Nvidia GL libs access broken on Ubuntu 18.04

morphis · March 12, 2018, 6:12am

Hey,

I have a snap which uses EGL/OpenGL ES etc. Now I installed bionic on one of systems which breaks access of that snap to the host Nvidia GL libraries as bionic is now using GLVND and not shipping the nvidia driver in a dedicated /usr/lib/nvidia* directory anymore. With that, snap-confine does not etup /var/lib/snapd/gl inside the snap execution anymore and my snap has to rely on the build in Mesa GL bits from 16.04 which obviously fail on an Nvidia GPU driven system.

The problem should exist for any snap using a GL driver on a Nvidia system. Certain apps will propably fallback to a software renderer (chromium, …), but this is nothing we really want.

Are there already any plans to support GLVND driven systems with snapd/snap-confine?

For now I will switch that system back to exclusively use its Intel GPU.

Thanks.

regards,
Simon

zyga-snapd · March 12, 2018, 9:08am

So it seems the days when snap-confine used build-time choice as to use glvnd vs monolithic directory are over. As a test you could recompile snap-confine with different build options, disable reexec and see if that makes nvidia work. The unfortunate thing is that we don’t have many nvidia users on the core team so testing would be spotty.

The real solution is to compile both features (sans-glvnd and with-glvnd) into snap-confine and make the detection a runtime option. This will also reduce the set of features that make reexec incompatible with some distributions so it is a good thing in general. The only question is how to detect which one to enable on a given system.
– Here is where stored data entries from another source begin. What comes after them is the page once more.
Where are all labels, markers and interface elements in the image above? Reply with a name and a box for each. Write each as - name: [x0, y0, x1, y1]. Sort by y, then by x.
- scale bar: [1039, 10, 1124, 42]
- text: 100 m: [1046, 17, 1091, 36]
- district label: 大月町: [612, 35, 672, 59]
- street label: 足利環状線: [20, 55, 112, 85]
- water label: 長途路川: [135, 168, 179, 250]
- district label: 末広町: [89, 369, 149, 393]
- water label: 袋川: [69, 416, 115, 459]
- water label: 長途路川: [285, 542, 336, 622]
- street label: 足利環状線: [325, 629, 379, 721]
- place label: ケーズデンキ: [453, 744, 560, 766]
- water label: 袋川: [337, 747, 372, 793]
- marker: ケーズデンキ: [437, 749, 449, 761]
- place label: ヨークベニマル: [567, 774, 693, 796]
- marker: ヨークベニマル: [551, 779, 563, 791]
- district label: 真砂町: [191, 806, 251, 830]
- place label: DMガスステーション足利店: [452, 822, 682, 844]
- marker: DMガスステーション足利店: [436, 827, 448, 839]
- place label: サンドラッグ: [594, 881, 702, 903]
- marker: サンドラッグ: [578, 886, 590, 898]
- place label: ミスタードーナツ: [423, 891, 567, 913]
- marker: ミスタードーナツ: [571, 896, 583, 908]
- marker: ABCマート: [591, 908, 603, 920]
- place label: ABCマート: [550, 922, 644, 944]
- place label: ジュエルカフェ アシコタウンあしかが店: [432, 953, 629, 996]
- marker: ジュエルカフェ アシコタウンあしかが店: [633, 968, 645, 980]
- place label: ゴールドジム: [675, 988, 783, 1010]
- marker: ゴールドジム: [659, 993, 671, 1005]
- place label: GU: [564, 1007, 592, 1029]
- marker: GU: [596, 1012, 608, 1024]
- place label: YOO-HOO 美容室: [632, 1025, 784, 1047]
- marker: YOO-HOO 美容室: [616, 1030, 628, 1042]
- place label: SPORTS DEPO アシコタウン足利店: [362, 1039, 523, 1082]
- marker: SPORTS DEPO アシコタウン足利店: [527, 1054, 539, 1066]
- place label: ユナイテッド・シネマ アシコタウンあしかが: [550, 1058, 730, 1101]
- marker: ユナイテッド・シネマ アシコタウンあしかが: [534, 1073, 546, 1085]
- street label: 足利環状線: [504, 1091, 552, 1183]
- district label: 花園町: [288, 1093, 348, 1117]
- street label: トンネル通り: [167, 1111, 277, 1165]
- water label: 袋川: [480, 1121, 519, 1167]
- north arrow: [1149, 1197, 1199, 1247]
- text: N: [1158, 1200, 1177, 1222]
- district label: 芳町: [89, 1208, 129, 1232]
I think this is something we have to address before 18.04 ships. CC @mvo @JamieBennett

morphis · March 12, 2018, 9:52am

Absolutely. Thanks for taking this up!

morphis · March 19, 2018, 7:53am

As suggested on another thread (see Nvidia acceleration on chrome and firefox - #2 by mborzecki) you can get easily access to a Nvidia GPU via AWS or Google Cloud.

zyga-snapd · March 19, 2018, 11:05am

We will soon have a new GTX 1030 for debugging this. We never managed to use a cloud based solution because it was always married to a special kernel.

morphis · March 19, 2018, 2:39pm

That is fine but it seems like having a spread test with some mocking and the Nvidia driver installed should help to avoid regressions in this area in the future. From what I remember all snap-confine did to detect Nvidia are checks for file locations etc.

jdstrand · March 20, 2018, 9:43pm

Well, not necessarily-- can’t >=18.04 simply build with different options than <18.04?

morphis · March 21, 2018, 7:52am

I don’t know the details, but wouldn’t snap-confine come from the core snap if it is newer than what the deb ships? If that is true we would end up in a mixed-world…

jdstrand · March 21, 2018, 1:16pm

Yes, you are right. We would need runtime detection to properly support re-exec.

zyga-snapd · March 21, 2018, 1:33pm

No because there’s just one version, the one in the core snap.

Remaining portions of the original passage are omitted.